*What is needed:* Copy out again, unchanged, the listing below from the line that has "201 223 227" through the line that has "495 616 501".

*Data under study:*
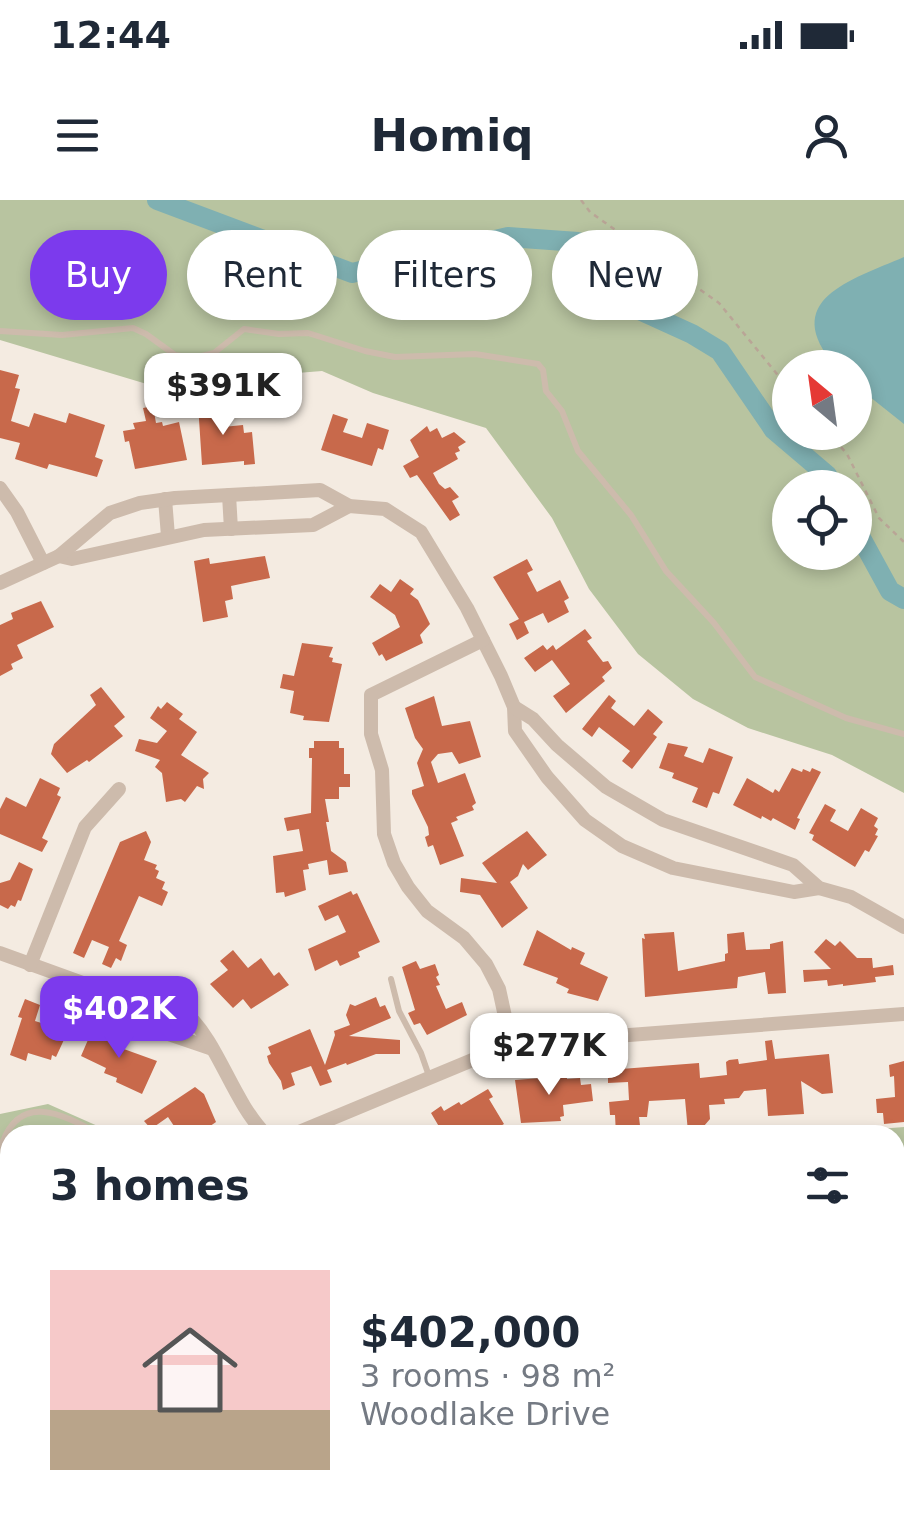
<!DOCTYPE html>
<meta charset="utf-8">
<style>
body{margin:0;font-family:"DejaVu Sans",sans-serif;background:#f6f6f7;color:#1f2937;height:100vh;display:flex;flex-direction:column;font-size:38px;white-space:nowrap}
*{box-sizing:border-box;margin:0}
p{font-size:32px;color:#747a83}
.icon{flex:none;width:55px;height:55px;fill:none;stroke:currentColor;stroke-width:2;stroke-linecap:round;stroke-linejoin:round}
.map{position:relative;flex:1;overflow:hidden}
.side{position:absolute;left:0px;top:925px;width:905px;height:392px;display:flex;flex-direction:column;background:#fff;border-radius:30px 30px 0 0;box-shadow:0 5px 15px #0003}
.side>*{flex:none}
.banner{position:absolute;left:30px;top:30px;width:845px;height:90px;display:flex;gap:20px}
.needle{width:65px;rotate:331deg}
.buttons{position:absolute;left:772px;top:150px;display:grid;gap:20px}
.buttons a{display:grid;place-items:center;width:100px;height:100px;border-radius:50%;background:#fff;box-shadow:0 5px 15px #0003;font-size:50px}
.price{position:absolute;translate:-50% -85px;padding:0 22px;border-radius:20px;background:#fff;color:#222;font-size:32px;line-height:65px;filter:drop-shadow(0 2px 5px #0008)}
.price::after{content:'';position:absolute;left:50%;top:60px;width:30px;height:22px;margin-left:-15px;background:inherit;clip-path:polygon(0 0,100% 0,50% 100%)}
.price.active{background:#7c3aed;color:#fff}
ul{padding:0;list-style:none}
li{display:flex;align-items:center;gap:30px;height:250px;padding:0 50px}
li+li{border-top:2px solid #e0e1e3}
li span{display:grid;place-items:center;flex:none;width:280px;height:200px;border-radius:0px;color:#555}
li>.icon{margin-inline-start:auto}
span .icon{width:120px;height:120px;fill:#fffc;stroke-width:1}
li b{font-size:42px}
h2{display:flex;justify-content:space-between;align-items:center;height:120px;padding:0 50px;font-size:42px}
.tag{padding:0 35px;border-radius:45px;background:#fff;box-shadow:0 5px 15px #0003;font-size:35px;line-height:90px}
.tag.active{background:#7c3aed;color:#fff}
.status{display:flex;justify-content:space-between;align-items:center;height:70px;padding:0 50px;background:#fff;direction:ltr}
.status svg{height:28px;fill:currentColor}
header{display:flex;justify-content:space-between;align-items:center;height:130px;padding:0 50px;background:#fff;font-size:45px;font-weight:600}
.map>svg:first-child{display:block}
.green{fill:#b8c4a0;fill-rule:evenodd}
.water{fill:#7fb0b2}
.lines{fill:none;stroke-linecap:round;stroke-linejoin:round}
.river{stroke:#7fb0b2;stroke-width:20}
.building{fill:#c8694b}
.path{stroke:#b9a596;stroke-width:2.5;stroke-dasharray:5 5;stroke-linecap:butt}
.lane{stroke:#cdbbac;stroke-width:6}
.street{stroke:#cdbbac;stroke-width:14}
</style>
<div class="status"><b>12:44</b><svg viewBox="0 0 49 12"><path d="M0 12V9h3v3zM5 12V6h3v6zM10 12V3h3v9zM15 12V0h3v12zM26 1h20v11H26zM47 4h2v5h-2z"/></svg></div>
<header><svg class="icon" aria-label="menu" viewBox="0 0 24 24"><path d="M4 6h16M4 12h16M4 18h16"/></svg>Homiq<svg class="icon" aria-label="person" viewBox="0 0 24 24"><circle cx="12" cy="8" r="4"/><path d="M4 21q1-7 8-7t8 7"/></svg></header>
<div class="map">
<svg width="904" height="1317" viewBox="0 0 904 1317">
<rect width="100%" height="100%" fill="#f4ebe1"/>
<g class="green">
<path d="M0 0H904V593L832 555 748 528 693 499 638 454 589 389 552 318 486 228 373 193 322 171 150 185 0 140ZM790 168H855V232H790ZM790 288H855V352H790Z"/>
<path d="M48 904 118 935H10V1023L0 1034V914Z"/>
<path d="M904 927V1221L895 1227V935H841V932Z"/>
</g>
<path class="water" d="M904 57V224L855 185V168L836 167C778 100 851 80 904 57Z"/>
<g class="lines">
<g class="river">
<path d="M157 0 352 73 508 37 578 42 637 109 692 134 720 151 774 230 827 275 834 288"/>
<path d="M855 327 890 391 904 399"/>
</g>
</g>
<g class="building">
<path d="M0 170 19 175 15 188 20 189 11 221 29 227 34 213 66 223 69 213 105 225 95 257 103 260 97 277 49 264 47 269 15 259 20 243 0 238Z"/>
<path d="M220 201 223 227 243 225 244 233 252 232 255 264 244 265V261L202 265 198 204Z"/>
<path d="M153 206 156 223 162 222 163 226 179 222 187 260 135 269 129 241 125 242 123 231 135 229 133 223 146 221 143 208Z"/>
<path d="M333 214 348 219 343 232 362 238 367 223 389 230 383 250 378 248 372 266 321 250Z"/>
<path d="M427 226 430 232 437 228 442 238 454 232 466 242 458 247 460 251 455 253 458 259 433 273 439 284 445 289 450 287 459 297 452 301 460 315 450 321 417 275 410 278 403 266 419 257 410 240Z"/>
<path d="M265 356 270 378 231 386 233 399 225 401 228 417 203 422 194 361 209 358 210 364Z"/>
<path d="M527 359 533 370 527 373 537 392 560 380 569 398 564 401 569 412 548 423 543 413 524 422 529 433 517 440 509 424 519 419 493 377Z"/>
<path d="M400 379 414 389 410 394 418 400 430 424 420 435 423 443 386 461 382 454 379 456 372 443 400 427 395 415 370 397 380 384 391 392Z"/>
<path d="M41 401 54 427 17 445 23 458 11 464 13 469 0 476V425L13 419 11 413Z"/>
<path d="M585 429 592 438 587 441 603 462 608 461 612 468 602 477 605 481 566 513 553 496 570 484 552 460 535 472 524 458 543 445 547 450 553 445 556 450Z"/>
<path d="M302 443 333 447 329 457 333 458 332 462 342 464 329 522 303 520 304 516 290 513 294 491 280 488 283 474 294 476Z"/>
<path d="M101 487 125 517 114 526 123 536 89 562 87 560 67 573 51 554 54 544 96 505 90 495Z"/>
<path d="M609 495 616 501 611 508 634 526 648 509 663 522 653 534 657 537 632 569 622 561 630 551 599 527 592 537 582 529Z"/>
<path d="M434 496 442 526 470 521 481 557 459 564 452 552 438 554 431 562 438 583 465 573 476 603 472 606 474 610 456 617 458 620 451 623 464 656 440 665 433 645 428 647 425 637 429 635 428 627 412 594V590L424 586 417 563 423 549 415 538 405 508Z"/>
<path d="M167 502 183 514 179 519 197 532 181 555 209 573 203 579 204 589 197 586 185 602 181 599 166 602 162 573 155 567 160 560 135 551 139 539 157 543 167 531 150 518 158 506 161 509Z"/>
<path d="M314 541H339V548H344V574H350V587H339V599H325L329 622H326L331 651 346 662 348 672 329 675 327 660 308 664 309 669 303 670 306 690 285 697 284 692 276 693 273 656 303 651 299 629 287 631 284 618 311 613 312 558H309V548H314Z"/>
<path d="M668 543 688 547 684 556 703 563 709 548 733 557 719 594 713 592 707 608 692 602 698 588 672 578 674 573 659 568Z"/>
<path d="M792 568 802 572 803 569 810 572 812 568 821 572 797 618 800 619 795 630 773 618 771 621 762 616 761 619 733 605 747 578 773 593 775 589 779 592Z"/>
<path d="M40 578 60 588 57 595 61 597 42 638 48 641 42 652 0 634V609L6 597 26 607Z"/>
<path d="M825 604 836 610 830 621 848 631 861 608 878 618 874 626 878 629 875 635 878 636 869 652 865 650 855 667 812 640 814 635 809 633Z"/>
<path d="M146 631 151 642 144 660 157 665 155 669 159 671 156 678 165 682 162 689 168 692 162 706 139 696 119 741 127 745 121 761 116 758 111 768 102 764 109 747 92 740 84 758 73 753 120 642Z"/>
<path d="M527 631 547 655 528 670 523 664 518 676 510 682 528 708 502 728 480 695 460 692 461 678 497 683 482 663Z"/>
<path d="M19 662 33 669 21 701 18 700 15 707 11 705 8 709 0 705V683L10 680Z"/>
<path d="M351 691 353 695 357 693 380 742 358 752 360 757 340 766 337 760 315 771 308 749 346 732 338 715 325 721 318 706Z"/>
<path d="M537 730 571 750 572 747 585 753 580 764 608 777 598 801 567 793 569 789 556 783 558 778 523 765Z"/>
<path d="M674 732 678 771 725 761V754L728 753 727 734 744 732 746 750 770 749V744L783 741 786 793 768 794 765 772 738 777 737 788 645 797 642 738 645 739 644 734Z"/>
<path d="M826 739 835 746 840 741 857 758H872L873 768 893 765 894 775 875 777 876 782 843 786V784L828 786 827 780 804 782 803 770 831 769 814 752Z"/>
<path d="M233 750 248 768 261 758 274 776 279 772 289 785 251 809 243 799 233 808 210 784 228 770 220 761Z"/>
<path d="M416 761 420 769 435 764 439 775 436 777 440 785 436 786 446 809 462 802 467 815 427 835 420 823 414 825 408 813 415 810 402 767Z"/>
<path d="M376 797 380 807 385 805 391 818 349 836 400 840V854H376L347 865 346 863 327 870 332 882 320 886 311 866 291 873 295 885 283 890 281 881 269 863 267 856 271 854 268 847 310 829 325 865 335 835 334 831 350 825 346 815 350 804 355 806Z"/>
<path d="M25 799 40 805 35 821 54 827 59 813 74 818 56 857 52 855 51 860 28 853 26 861 10 855 22 818 18 817Z"/>
<path d="M94 826 123 843 121 848 157 861 142 894 116 882 117 878 104 873 106 868 81 856Z"/>
<path d="M772 840 775 859 829 854 833 893 822 894 801 881 804 914 768 916 766 889 744 891 739 898 724 899 725 904 709 905 710 919 704 926H697V932H688L685 899 649 901 647 917H639L641 934 616 935 615 915H610L609 902 629 900 628 882 608 883V870L699 863 700 878 727 875 726 862 729 860 738 859 739 864 767 860 765 841Z"/>
<path d="M904 861V922L884 924 883 913H877L876 899 895 897 894 876 890 877 889 865Z"/>
<path d="M567 876V879L580 878 581 885 591 884 593 901 563 905 564 916 560 917 561 921 521 923 515 880Z"/>
<path d="M195 887 204 894 216 922 203 931 206 935H180L168 917 151 929 144 921Z"/>
<path d="M488 889 493 897 489 899 504 924 485 935H444L431 913 441 906 444 911 459 902 461 905Z"/>
<path d="M92 1308H246L238 1317H94Z"/>
<path d="M527 1308H668L672 1317H655V1312L642 1317H505Z"/>
<path d="M730 1308 733 1315 752 1308H791L795 1317H706Z"/>
</g>
<g class="lines">
<g class="path">
<path d="M581 0 590 12 719 103 790 190"/>
<path d="M828 232 847 254 879 318 904 342"/>
</g>
<g class="lane">
<path d="M0 131 62 135 133 128 146 134 175 155 194 158 214 153 244 129 279 134 308 133 365 151 395 157 475 154 538 164 543 170 546 191 562 211 578 251 631 315 666 371 714 423 755 477 846 518 904 534"/>
<path d="M391 779 399 811 421 853 429 876"/>
<path d="M0 950C17 891 60 912 100 935"/>
<path d="M895 1079 904 1078"/>
</g>
<g class="street">
<path d="M0 288 17 312 43 363"/>
<path d="M229 295 231 329"/>
<path d="M165 299 168 336"/>
<path d="M59 356 72 359 204 330 313 325 349 306"/>
<path d="M0 383 59 356 110 313 140 303 175 298 320 290 349 306 385 309 421 332 467 408 501 476 514 507 515 531 547 577 585 620 622 646 673 668 794 692 819 688"/>
<path d="M483 440 371 495V534L382 570 384 634 394 663 408 687 427 711 464 738 486 764 499 789 511 844"/>
<path d="M514 507 533 519 557 545 606 587 663 620 793 665 819 688 851 697 904 727"/>
<path d="M0 753 116 795 143 820 166 833 210 848"/>
<path d="M30 765 85 627 119 589"/>
<path d="M116 795C211 780 215 883 266 935"/>
<path d="M292 935 511 844 904 814"/>
<path d="M0 1129 10 1133"/>
<path d="M284 1308 290 1317"/>
<path d="M440 1314 458 1308"/>
<path d="M27 1317 34 1308"/>
<path d="M881 1317 904 1308"/>
</g>
</g>
</svg>
<div class="buttons">
<a><svg class="needle" viewBox="-14 -14 28 28"><path d="M0-13l5 13h-10z" fill="#e53935"/><path d="M0 13l5-13h-10z" fill="#747a83"/></svg></a>
<a><svg class="icon" aria-label="locate" viewBox="0 0 24 24"><circle cx="12" cy="12" r="6"/><path d="M12 2v4M12 18v4M2 12h4M18 12h4"/></svg></a>
</div>
<b class="price" style="left:223px;top:238px">$391K</b>
<b class="price active" style="left:119px;top:861px">$402K</b>
<b class="price" style="left:549px;top:898px">$277K</b>
<div class="banner">
<a class="tag active">Buy</a>
<a class="tag">Rent</a>
<a class="tag">Filters</a>
<a class="tag">New</a>
</div>
<section class="side">
<h2>3 homes<svg class="icon" aria-label="filters" viewBox="0 0 24 24"><path d="M4 7h16M4 17h16"/><circle cx="9" cy="7" r="2"/><circle cx="15" cy="17" r="2"/></svg></h2>
<ul>
<li><span style="background:linear-gradient(#f6c9c9 70%,#b9a48a 0)"><svg class="icon" aria-label="home" viewBox="0 0 24 24"><path d="M3 11l9-7 9 7M6 9v11h12V9"/></svg></span><div><b>$402,000</b><p>3 rooms · 98 m²</p><p>Woodlake Drive</p></div></li>
</ul>
</section>
</div>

*Your response:*
<path d="M220 201 223 227 243 225 244 233 252 232 255 264 244 265V261L202 265 198 204Z"/>
<path d="M153 206 156 223 162 222 163 226 179 222 187 260 135 269 129 241 125 242 123 231 135 229 133 223 146 221 143 208Z"/>
<path d="M333 214 348 219 343 232 362 238 367 223 389 230 383 250 378 248 372 266 321 250Z"/>
<path d="M427 226 430 232 437 228 442 238 454 232 466 242 458 247 460 251 455 253 458 259 433 273 439 284 445 289 450 287 459 297 452 301 460 315 450 321 417 275 410 278 403 266 419 257 410 240Z"/>
<path d="M265 356 270 378 231 386 233 399 225 401 228 417 203 422 194 361 209 358 210 364Z"/>
<path d="M527 359 533 370 527 373 537 392 560 380 569 398 564 401 569 412 548 423 543 413 524 422 529 433 517 440 509 424 519 419 493 377Z"/>
<path d="M400 379 414 389 410 394 418 400 430 424 420 435 423 443 386 461 382 454 379 456 372 443 400 427 395 415 370 397 380 384 391 392Z"/>
<path d="M41 401 54 427 17 445 23 458 11 464 13 469 0 476V425L13 419 11 413Z"/>
<path d="M585 429 592 438 587 441 603 462 608 461 612 468 602 477 605 481 566 513 553 496 570 484 552 460 535 472 524 458 543 445 547 450 553 445 556 450Z"/>
<path d="M302 443 333 447 329 457 333 458 332 462 342 464 329 522 303 520 304 516 290 513 294 491 280 488 283 474 294 476Z"/>
<path d="M101 487 125 517 114 526 123 536 89 562 87 560 67 573 51 554 54 544 96 505 90 495Z"/>
<path d="M609 495 616 501 611 508 634 526 648 509 663 522 653 534 657 537 632 569 622 561 630 551 599 527 592 537 582 529Z"/>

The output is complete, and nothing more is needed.